Items listed in a dataset
┏━━

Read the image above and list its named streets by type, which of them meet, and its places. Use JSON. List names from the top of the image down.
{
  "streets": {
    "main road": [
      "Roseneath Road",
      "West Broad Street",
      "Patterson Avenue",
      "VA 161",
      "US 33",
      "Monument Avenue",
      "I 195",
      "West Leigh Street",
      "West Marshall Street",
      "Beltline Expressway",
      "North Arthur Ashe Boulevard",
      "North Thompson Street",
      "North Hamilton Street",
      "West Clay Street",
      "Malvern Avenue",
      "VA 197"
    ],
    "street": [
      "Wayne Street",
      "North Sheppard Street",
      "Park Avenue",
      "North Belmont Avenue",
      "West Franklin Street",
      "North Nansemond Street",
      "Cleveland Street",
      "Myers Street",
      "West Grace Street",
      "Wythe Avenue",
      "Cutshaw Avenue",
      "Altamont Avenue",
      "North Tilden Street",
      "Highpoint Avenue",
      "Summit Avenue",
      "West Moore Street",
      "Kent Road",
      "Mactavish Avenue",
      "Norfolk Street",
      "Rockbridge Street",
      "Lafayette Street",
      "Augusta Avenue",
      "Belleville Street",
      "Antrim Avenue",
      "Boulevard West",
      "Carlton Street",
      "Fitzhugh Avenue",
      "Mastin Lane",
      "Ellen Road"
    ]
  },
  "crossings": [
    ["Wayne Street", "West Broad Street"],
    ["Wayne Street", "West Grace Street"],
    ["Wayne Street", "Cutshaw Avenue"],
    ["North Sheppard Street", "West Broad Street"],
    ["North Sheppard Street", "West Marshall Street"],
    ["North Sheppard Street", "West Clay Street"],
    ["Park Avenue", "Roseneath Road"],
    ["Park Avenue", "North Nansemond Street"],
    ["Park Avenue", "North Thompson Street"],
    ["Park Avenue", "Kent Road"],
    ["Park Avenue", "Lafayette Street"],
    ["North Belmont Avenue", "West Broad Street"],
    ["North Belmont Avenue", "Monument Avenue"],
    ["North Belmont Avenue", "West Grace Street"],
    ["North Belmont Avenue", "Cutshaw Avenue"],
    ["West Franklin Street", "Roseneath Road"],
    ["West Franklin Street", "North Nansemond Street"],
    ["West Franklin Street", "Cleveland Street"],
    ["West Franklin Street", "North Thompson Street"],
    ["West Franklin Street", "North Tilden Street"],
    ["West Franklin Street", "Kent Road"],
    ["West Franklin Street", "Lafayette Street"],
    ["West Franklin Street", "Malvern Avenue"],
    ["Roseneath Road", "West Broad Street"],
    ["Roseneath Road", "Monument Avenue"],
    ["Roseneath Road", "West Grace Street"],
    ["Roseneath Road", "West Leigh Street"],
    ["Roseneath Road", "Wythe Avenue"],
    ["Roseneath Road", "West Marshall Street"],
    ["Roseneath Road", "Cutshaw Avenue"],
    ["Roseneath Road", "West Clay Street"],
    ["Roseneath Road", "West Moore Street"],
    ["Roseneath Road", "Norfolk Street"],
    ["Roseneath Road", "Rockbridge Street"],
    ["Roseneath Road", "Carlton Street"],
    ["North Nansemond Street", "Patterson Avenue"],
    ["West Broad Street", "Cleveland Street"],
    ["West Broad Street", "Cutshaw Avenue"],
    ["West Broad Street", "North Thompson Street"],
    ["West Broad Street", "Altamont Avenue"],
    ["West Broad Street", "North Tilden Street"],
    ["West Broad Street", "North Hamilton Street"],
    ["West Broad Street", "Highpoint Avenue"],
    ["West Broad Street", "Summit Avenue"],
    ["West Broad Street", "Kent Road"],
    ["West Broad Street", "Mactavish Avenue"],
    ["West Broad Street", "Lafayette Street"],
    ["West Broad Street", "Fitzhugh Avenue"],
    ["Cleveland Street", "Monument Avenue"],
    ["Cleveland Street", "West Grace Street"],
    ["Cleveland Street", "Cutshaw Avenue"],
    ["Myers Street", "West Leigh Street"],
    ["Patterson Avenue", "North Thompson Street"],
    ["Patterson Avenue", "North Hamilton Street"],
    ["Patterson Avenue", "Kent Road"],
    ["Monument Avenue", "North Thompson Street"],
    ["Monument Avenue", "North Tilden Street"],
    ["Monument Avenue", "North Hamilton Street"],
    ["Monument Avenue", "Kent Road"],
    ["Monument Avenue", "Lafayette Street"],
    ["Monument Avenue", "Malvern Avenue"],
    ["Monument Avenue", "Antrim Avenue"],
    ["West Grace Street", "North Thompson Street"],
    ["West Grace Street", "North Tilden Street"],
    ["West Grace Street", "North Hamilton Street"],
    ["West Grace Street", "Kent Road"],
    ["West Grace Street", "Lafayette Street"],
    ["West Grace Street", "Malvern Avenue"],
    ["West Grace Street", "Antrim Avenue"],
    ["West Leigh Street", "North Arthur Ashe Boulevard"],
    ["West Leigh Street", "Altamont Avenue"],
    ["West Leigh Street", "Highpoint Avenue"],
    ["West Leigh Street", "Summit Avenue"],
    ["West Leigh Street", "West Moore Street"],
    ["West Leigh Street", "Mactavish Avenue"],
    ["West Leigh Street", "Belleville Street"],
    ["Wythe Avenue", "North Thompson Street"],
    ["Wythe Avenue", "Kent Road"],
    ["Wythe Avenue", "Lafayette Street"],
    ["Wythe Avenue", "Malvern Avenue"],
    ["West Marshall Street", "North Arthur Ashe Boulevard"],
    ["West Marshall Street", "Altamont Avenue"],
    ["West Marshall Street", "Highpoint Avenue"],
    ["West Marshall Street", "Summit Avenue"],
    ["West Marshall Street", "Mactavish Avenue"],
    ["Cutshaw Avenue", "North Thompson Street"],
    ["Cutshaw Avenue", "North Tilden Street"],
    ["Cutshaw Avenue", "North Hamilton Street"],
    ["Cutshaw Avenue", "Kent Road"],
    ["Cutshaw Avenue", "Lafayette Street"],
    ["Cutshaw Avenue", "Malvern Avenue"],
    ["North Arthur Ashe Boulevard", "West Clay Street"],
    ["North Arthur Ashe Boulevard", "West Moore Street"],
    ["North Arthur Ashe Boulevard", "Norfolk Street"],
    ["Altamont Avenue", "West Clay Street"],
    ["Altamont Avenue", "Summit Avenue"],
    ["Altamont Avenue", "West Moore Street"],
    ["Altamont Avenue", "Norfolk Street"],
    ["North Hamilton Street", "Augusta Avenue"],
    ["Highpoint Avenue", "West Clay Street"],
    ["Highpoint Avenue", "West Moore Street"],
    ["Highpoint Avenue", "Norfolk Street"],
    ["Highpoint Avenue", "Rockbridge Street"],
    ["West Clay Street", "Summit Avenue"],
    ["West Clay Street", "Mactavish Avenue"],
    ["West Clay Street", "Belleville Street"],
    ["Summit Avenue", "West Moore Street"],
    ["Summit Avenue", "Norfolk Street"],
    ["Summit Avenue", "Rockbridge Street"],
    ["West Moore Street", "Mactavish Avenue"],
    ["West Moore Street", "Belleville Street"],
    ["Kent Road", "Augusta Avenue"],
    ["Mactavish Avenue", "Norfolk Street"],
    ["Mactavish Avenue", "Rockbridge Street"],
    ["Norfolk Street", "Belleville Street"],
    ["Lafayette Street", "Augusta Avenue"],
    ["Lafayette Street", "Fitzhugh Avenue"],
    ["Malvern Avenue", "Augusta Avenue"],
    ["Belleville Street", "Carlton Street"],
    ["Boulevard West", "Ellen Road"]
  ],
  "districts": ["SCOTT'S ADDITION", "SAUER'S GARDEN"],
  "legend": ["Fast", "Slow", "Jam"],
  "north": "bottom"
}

┗━━

## Problem statement
Out of the entries, report each line that contains the word "Augusta".

## Exercise result
      "Augusta Avenue",
    ["North Hamilton Street", "Augusta Avenue"],
    ["Kent Road", "Augusta Avenue"],
    ["Lafayette Street", "Augusta Avenue"],
    ["Malvern Avenue", "Augusta Avenue"],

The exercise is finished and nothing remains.